Over the decades involved in the MEDP, Angus McIntosh corresponded about medieval texts and dialectology with many of the top historical linguists and medievalists of the day. He also consulted mathematicians and computer scientists as he sought innovative methods to process and analyse the large quantities of complex data required for the project. This correspondence is still on file in the Angus McIntosh archive, though it has yet to be catalogued.

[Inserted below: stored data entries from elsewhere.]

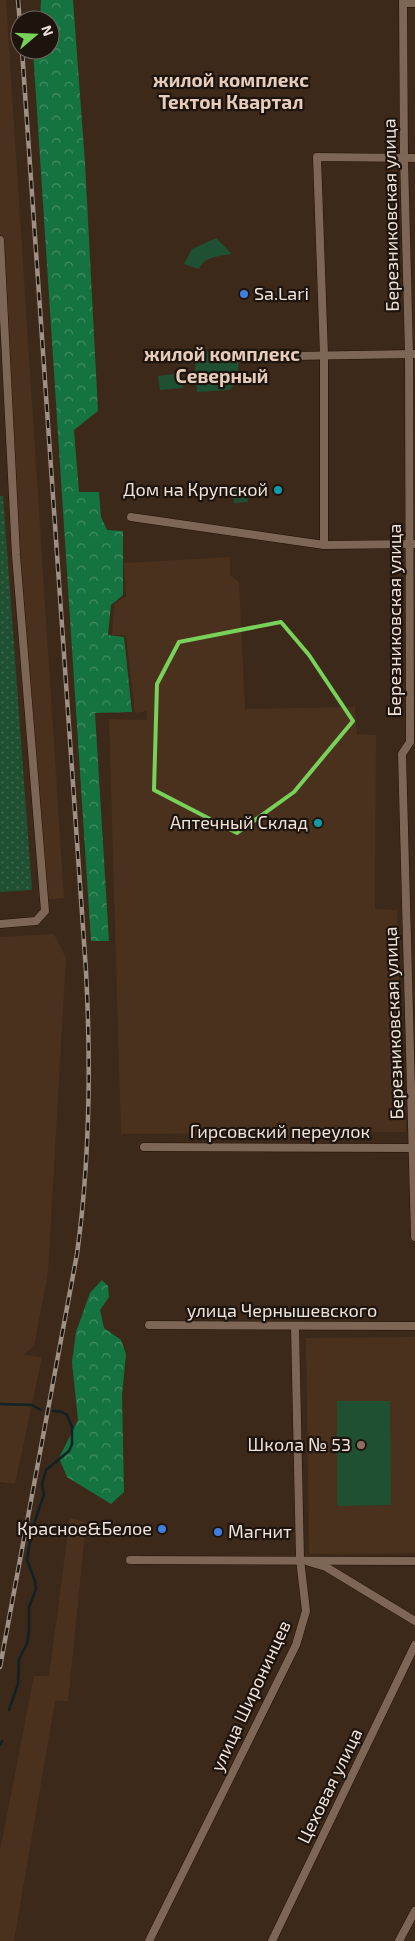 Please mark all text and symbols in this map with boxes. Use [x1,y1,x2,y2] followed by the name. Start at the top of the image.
[10,10,60,60] north arrow
[38,23,57,38] text: N
[153,68,309,113] district label: жилой комплекс Тектон Квартал
[377,118,403,312] street label: Березниковская улица
[254,282,309,304] place label: Sa.Lari
[238,288,250,300] marker: Sa.Lari
[144,342,300,387] district label: жилой комплекс Северный
[123,478,268,500] place label: Дом на Крупской
[272,484,284,496] marker: Дом на Крупской
[383,524,405,717] street label: Березниковская улица
[170,811,308,833] place label: Аптечный Склад
[312,817,324,829] marker: Аптечный Склад
[379,926,407,1120] street label: Березниковская улица
[190,1120,371,1142] street label: Гирсовский переулок
[187,1299,377,1321] street label: улица Чернышевского
[248,1433,351,1455] place label: Школа № 53
[355,1439,367,1451] marker: Школа № 53
[17,1517,152,1539] place label: Красное&Белое
[228,1520,292,1542] place label: Магнит
[156,1523,168,1535] marker: Красное&Белое
[212,1526,224,1538] marker: Магнит
[205,1617,295,1775] street label: улица Широнинцев
[292,1724,366,1847] street label: Цеховая улица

Angus McIntosh started the MEDP in 1952 four years after becoming Forbes Professor of English Language and General Linguistics in the University of Edinburgh. He was joined the following year by M.L. Samuels, then a lecturer in the department, later to become Professor of English Language in Glasgow. From then on, McIntosh took responsibility for the northern area of the Middle English survey and Samuels for the southern area. They adopted the same methodology as used for dialect surveys of modern languages, developing detailed questionnaires in which were recorded the orthographic forms of each scribal language. The responses to the questionnaire — termed ‘Linguistic Profiles’ (LPs) — provided the core data for the Atlas. LALME displays these data in different formats. There are the LPs themselves (vol. 3); lists of forms for each questionnaire item arranged geographically (County Dictionary, vol. 4); a set of ‘Item Maps’, showing the distributions of all the forms for an item printed on the map (vol. 2); a set of ‘Dot Maps’, displaying the geographical distributions of specific forms or features (vol. 1). The ‘Index of Sources’ (vol. 1) not only describes all the manuscript sources from which the Atlas linguistic data were drawn, but also many more manuscript and printed sources which were consulted for the making of the Atlas.
From 1969, Michael Benskin was a PhD student of Samuels in Glasgow, working on the dialectology of medieval Hiberno-English. He joined the MEPD in Edinburgh in 1973 and continued to work towards the publication of LALME in Norway, after his appointment as Docent and then Professor of Older English at the University of Oslo. The research assistants in MEPD for the latter stages of LALME were Margaret Laing, who came as a PhD student in 1974 and whose work on the medieval dialect material of Lincolnshire was incorporated into the atlas, and Keith Williamson, who came in 1982 to give two week’s editorial help, but stayed on to help co-ordinate the work of getting LALME into publishable state.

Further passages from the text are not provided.